_RECORDS PROVIDED_

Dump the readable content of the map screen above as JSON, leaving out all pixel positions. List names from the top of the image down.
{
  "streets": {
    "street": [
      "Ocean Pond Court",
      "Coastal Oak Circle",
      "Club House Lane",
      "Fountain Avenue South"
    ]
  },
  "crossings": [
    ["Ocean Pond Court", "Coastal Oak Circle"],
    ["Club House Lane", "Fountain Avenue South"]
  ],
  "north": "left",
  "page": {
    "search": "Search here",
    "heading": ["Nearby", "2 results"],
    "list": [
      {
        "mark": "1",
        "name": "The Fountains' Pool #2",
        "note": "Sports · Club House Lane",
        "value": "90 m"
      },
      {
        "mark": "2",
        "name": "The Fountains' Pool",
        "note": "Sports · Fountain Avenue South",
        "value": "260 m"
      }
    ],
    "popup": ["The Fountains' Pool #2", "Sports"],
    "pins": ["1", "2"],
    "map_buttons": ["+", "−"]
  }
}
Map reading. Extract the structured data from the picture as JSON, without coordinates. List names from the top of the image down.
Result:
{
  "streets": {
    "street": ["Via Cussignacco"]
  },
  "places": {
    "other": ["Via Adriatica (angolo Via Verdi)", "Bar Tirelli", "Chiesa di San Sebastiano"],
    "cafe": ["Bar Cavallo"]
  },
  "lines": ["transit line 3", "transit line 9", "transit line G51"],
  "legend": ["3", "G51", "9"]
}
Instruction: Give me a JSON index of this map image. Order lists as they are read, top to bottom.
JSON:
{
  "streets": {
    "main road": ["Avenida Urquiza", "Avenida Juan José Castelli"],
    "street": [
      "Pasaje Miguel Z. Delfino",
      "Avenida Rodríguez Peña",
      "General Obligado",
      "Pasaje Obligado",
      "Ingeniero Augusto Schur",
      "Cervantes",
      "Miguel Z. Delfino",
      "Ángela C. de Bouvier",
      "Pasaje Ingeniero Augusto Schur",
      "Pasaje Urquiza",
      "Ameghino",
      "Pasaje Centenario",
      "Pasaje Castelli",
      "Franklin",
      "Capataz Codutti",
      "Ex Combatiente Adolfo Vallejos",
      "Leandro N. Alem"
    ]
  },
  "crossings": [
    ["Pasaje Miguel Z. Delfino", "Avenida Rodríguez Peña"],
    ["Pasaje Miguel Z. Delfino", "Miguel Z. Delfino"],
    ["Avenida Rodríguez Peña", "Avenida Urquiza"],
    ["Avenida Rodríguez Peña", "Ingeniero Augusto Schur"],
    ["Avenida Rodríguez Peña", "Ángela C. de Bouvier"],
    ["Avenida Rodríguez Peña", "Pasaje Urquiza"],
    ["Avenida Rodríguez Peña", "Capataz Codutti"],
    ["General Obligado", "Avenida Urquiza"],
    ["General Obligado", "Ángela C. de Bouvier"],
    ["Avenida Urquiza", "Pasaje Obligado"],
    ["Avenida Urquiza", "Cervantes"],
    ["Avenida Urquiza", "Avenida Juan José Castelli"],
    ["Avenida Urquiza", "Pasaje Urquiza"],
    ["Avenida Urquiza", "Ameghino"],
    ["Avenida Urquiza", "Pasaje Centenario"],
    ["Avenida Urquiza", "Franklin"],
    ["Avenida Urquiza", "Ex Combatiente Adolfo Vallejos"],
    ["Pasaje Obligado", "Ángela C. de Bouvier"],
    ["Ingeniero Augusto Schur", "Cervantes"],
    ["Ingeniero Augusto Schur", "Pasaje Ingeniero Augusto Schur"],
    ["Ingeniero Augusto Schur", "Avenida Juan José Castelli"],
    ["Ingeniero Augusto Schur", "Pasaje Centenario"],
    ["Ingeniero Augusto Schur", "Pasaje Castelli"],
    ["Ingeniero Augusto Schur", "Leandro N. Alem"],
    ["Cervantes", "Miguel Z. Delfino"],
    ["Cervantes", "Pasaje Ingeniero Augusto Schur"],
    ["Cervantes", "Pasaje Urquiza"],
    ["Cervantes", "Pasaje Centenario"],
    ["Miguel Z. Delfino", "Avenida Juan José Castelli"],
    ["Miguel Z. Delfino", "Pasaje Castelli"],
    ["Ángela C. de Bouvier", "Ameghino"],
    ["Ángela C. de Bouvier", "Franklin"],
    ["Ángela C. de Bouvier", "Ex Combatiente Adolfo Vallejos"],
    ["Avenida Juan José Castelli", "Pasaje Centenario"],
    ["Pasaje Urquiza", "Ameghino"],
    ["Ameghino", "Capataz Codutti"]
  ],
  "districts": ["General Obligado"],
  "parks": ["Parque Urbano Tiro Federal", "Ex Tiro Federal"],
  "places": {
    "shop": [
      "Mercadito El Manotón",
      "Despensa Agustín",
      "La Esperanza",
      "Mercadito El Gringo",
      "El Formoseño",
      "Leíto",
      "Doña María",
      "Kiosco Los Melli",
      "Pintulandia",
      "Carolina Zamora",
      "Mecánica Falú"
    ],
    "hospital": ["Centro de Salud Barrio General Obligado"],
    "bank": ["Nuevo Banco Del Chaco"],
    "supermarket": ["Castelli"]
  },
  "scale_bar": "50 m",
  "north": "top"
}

_EXERCISE_
What is wanted is a copy of every line in the listing that includes the word "House".

_SOLUTION FOR THIS EXERCISE_
      "Club House Lane",
    ["Club House Lane", "Fountain Avenue South"]
        "note": "Sports · Club House Lane",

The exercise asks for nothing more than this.